**THE TASK**. Find the line with "M345,281l32,11v25l-6,-3 -5,7 -40,-15z" in the entries below, then reproduce it and every line after it down to and including the line with "M0,747l55,11", exactly.
-------- RECORD EXCERPTS --------
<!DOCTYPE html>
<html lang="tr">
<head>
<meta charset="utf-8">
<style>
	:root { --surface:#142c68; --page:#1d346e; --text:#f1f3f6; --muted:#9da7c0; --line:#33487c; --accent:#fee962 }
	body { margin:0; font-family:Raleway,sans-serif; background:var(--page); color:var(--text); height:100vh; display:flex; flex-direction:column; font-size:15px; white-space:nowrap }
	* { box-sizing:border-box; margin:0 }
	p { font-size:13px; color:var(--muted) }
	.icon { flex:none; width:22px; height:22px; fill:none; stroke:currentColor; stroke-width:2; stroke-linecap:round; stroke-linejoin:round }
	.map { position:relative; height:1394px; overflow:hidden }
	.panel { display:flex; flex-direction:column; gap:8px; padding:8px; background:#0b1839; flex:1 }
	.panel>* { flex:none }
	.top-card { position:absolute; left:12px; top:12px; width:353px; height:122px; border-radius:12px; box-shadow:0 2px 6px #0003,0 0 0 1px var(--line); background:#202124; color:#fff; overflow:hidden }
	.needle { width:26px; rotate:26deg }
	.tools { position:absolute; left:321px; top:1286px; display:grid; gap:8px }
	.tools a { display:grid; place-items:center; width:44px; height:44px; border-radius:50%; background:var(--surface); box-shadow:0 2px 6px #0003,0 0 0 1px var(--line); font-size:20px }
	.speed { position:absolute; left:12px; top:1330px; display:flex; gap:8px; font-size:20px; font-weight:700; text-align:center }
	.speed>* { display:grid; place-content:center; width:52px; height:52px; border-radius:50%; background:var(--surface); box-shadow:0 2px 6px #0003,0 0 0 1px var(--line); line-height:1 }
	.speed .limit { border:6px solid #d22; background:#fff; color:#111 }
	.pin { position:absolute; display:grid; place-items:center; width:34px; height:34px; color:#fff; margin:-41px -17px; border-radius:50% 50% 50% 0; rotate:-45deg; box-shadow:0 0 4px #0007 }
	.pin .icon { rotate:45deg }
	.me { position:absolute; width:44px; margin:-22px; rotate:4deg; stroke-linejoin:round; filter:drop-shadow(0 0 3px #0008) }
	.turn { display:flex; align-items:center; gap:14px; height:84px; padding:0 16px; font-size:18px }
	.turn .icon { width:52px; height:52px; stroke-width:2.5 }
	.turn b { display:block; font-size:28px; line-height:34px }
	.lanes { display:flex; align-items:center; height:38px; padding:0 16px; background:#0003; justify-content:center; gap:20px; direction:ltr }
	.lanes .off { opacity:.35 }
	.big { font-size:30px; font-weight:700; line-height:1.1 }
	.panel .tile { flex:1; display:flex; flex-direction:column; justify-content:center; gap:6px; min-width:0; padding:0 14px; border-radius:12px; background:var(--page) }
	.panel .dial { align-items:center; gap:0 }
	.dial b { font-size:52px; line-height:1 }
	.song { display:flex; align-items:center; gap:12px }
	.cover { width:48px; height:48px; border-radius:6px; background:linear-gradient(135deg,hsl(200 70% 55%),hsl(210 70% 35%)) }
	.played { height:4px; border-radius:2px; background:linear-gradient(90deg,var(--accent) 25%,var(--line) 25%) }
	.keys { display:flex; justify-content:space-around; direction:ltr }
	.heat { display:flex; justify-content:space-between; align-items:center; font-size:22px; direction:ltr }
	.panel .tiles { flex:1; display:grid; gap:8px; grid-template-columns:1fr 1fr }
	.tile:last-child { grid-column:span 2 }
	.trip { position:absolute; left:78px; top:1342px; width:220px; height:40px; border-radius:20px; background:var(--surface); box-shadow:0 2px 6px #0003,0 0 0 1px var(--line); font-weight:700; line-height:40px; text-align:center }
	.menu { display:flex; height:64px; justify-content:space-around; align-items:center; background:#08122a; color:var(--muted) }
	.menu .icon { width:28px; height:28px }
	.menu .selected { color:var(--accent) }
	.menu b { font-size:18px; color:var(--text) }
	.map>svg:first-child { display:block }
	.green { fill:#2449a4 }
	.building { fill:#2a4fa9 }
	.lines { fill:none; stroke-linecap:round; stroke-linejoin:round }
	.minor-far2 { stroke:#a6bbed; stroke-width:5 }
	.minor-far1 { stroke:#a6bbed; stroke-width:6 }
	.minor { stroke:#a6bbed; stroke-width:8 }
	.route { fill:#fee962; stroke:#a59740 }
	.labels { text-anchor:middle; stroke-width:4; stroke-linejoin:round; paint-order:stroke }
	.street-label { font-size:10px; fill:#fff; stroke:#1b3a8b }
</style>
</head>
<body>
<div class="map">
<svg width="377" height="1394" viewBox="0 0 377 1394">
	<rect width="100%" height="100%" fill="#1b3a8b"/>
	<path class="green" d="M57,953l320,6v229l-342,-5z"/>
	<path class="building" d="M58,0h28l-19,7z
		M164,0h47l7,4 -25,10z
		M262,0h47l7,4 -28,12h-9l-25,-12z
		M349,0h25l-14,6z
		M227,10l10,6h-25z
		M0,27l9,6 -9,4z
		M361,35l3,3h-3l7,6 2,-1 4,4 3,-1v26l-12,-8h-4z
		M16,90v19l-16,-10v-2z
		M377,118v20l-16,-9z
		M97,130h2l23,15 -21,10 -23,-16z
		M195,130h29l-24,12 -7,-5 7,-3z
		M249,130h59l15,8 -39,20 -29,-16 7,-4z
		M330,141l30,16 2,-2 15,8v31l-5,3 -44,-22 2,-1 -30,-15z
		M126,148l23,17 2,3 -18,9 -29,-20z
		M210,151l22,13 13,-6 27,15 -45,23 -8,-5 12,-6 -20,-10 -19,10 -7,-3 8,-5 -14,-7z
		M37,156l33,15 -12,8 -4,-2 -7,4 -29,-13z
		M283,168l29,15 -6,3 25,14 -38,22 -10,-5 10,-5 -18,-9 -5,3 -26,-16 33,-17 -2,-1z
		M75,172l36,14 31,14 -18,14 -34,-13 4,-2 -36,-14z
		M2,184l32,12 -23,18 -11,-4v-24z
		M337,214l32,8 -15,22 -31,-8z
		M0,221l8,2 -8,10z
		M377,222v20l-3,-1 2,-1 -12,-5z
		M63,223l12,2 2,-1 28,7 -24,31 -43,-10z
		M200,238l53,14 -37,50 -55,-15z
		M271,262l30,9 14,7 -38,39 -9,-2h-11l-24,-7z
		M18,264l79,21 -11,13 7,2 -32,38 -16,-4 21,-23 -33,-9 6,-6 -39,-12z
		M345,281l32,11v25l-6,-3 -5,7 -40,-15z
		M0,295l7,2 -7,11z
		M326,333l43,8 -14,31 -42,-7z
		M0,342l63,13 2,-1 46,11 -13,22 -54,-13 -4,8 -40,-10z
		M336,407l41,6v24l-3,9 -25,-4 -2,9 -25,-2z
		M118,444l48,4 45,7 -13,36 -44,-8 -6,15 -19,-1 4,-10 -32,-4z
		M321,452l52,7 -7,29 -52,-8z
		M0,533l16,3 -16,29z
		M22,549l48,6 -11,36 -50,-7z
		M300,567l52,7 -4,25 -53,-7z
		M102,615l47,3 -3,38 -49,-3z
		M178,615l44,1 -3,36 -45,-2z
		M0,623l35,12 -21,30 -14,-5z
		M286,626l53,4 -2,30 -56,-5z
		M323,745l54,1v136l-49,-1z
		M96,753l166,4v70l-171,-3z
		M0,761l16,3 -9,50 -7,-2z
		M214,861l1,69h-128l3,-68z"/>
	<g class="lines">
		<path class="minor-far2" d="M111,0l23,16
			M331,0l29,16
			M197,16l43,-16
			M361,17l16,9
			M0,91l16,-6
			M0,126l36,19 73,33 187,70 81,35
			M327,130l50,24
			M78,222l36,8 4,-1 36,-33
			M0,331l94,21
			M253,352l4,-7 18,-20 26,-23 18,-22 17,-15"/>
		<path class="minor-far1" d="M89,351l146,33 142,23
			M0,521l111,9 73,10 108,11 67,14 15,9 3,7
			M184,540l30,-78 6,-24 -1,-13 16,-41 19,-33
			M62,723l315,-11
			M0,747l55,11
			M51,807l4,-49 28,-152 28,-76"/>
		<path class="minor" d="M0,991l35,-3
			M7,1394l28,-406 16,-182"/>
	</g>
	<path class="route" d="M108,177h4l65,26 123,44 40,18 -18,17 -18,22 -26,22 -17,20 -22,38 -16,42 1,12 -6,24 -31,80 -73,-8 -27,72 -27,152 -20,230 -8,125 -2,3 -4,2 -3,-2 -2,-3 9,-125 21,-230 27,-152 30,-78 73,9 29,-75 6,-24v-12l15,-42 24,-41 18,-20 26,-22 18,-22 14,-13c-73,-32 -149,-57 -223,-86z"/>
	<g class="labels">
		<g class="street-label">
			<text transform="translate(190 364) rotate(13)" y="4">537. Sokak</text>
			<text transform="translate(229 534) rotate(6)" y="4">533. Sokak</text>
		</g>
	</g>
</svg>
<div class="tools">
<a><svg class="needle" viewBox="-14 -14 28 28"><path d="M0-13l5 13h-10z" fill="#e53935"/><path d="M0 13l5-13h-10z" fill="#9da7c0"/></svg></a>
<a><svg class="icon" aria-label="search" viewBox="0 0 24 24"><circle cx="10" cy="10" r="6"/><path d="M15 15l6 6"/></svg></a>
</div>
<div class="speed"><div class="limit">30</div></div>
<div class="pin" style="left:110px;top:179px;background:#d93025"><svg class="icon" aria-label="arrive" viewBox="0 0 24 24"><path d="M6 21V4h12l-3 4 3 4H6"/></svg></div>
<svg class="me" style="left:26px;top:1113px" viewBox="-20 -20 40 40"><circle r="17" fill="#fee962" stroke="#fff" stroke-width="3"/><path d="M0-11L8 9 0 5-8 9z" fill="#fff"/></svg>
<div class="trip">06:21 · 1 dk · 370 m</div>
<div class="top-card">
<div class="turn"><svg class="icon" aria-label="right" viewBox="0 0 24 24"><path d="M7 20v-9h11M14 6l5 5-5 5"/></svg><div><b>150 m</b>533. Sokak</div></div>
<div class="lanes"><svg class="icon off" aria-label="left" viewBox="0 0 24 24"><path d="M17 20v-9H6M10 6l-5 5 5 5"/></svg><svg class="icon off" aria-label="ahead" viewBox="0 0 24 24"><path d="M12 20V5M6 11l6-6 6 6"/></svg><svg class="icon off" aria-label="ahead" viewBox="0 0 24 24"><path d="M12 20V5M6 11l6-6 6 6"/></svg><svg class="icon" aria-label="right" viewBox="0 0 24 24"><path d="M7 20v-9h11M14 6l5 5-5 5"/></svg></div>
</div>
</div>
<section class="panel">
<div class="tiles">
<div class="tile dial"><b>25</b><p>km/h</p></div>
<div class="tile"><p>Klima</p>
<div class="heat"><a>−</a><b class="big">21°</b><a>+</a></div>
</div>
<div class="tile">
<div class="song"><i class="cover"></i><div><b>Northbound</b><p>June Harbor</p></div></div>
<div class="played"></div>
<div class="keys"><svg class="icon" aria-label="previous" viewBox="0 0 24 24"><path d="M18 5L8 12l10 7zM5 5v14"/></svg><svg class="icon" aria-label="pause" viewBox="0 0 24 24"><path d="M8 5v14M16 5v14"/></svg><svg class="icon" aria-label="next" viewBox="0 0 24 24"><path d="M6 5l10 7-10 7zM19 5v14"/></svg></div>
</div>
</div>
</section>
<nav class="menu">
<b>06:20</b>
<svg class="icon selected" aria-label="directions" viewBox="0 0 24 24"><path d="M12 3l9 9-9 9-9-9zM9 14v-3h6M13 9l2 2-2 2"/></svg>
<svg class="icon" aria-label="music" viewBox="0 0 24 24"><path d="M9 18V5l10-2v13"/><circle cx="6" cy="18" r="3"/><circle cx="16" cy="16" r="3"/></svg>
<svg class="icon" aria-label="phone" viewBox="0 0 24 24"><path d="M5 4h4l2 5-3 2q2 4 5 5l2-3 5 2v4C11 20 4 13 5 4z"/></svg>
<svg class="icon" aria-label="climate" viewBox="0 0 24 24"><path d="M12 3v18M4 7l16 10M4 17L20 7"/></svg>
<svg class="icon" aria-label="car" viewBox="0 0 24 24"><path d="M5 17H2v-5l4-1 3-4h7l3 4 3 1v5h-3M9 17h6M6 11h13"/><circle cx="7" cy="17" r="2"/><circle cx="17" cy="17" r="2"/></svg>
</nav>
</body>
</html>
--------
**SOLVED PROBLEM**.
		M345,281l32,11v25l-6,-3 -5,7 -40,-15z
		M0,295l7,2 -7,11z
		M326,333l43,8 -14,31 -42,-7z
		M0,342l63,13 2,-1 46,11 -13,22 -54,-13 -4,8 -40,-10z
		M336,407l41,6v24l-3,9 -25,-4 -2,9 -25,-2z
		M118,444l48,4 45,7 -13,36 -44,-8 -6,15 -19,-1 4,-10 -32,-4z
		M321,452l52,7 -7,29 -52,-8z
		M0,533l16,3 -16,29z
		M22,549l48,6 -11,36 -50,-7z
		M300,567l52,7 -4,25 -53,-7z
		M102,615l47,3 -3,38 -49,-3z
		M178,615l44,1 -3,36 -45,-2z
		M0,623l35,12 -21,30 -14,-5z
		M286,626l53,4 -2,30 -56,-5z
		M323,745l54,1v136l-49,-1z
		M96,753l166,4v70l-171,-3z
		M0,761l16,3 -9,50 -7,-2z
		M214,861l1,69h-128l3,-68z"/>
	<g class="lines">
		<path class="minor-far2" d="M111,0l23,16
			M331,0l29,16
			M197,16l43,-16
			M361,17l16,9
			M0,91l16,-6
			M0,126l36,19 73,33 187,70 81,35
			M327,130l50,24
			M78,222l36,8 4,-1 36,-33
			M0,331l94,21
			M253,352l4,-7 18,-20 26,-23 18,-22 17,-15"/>
		<path class="minor-far1" d="M89,351l146,33 142,23
			M0,521l111,9 73,10 108,11 67,14 15,9 3,7
			M184,540l30,-78 6,-24 -1,-13 16,-41 19,-33
			M62,723l315,-11
			M0,747l55,11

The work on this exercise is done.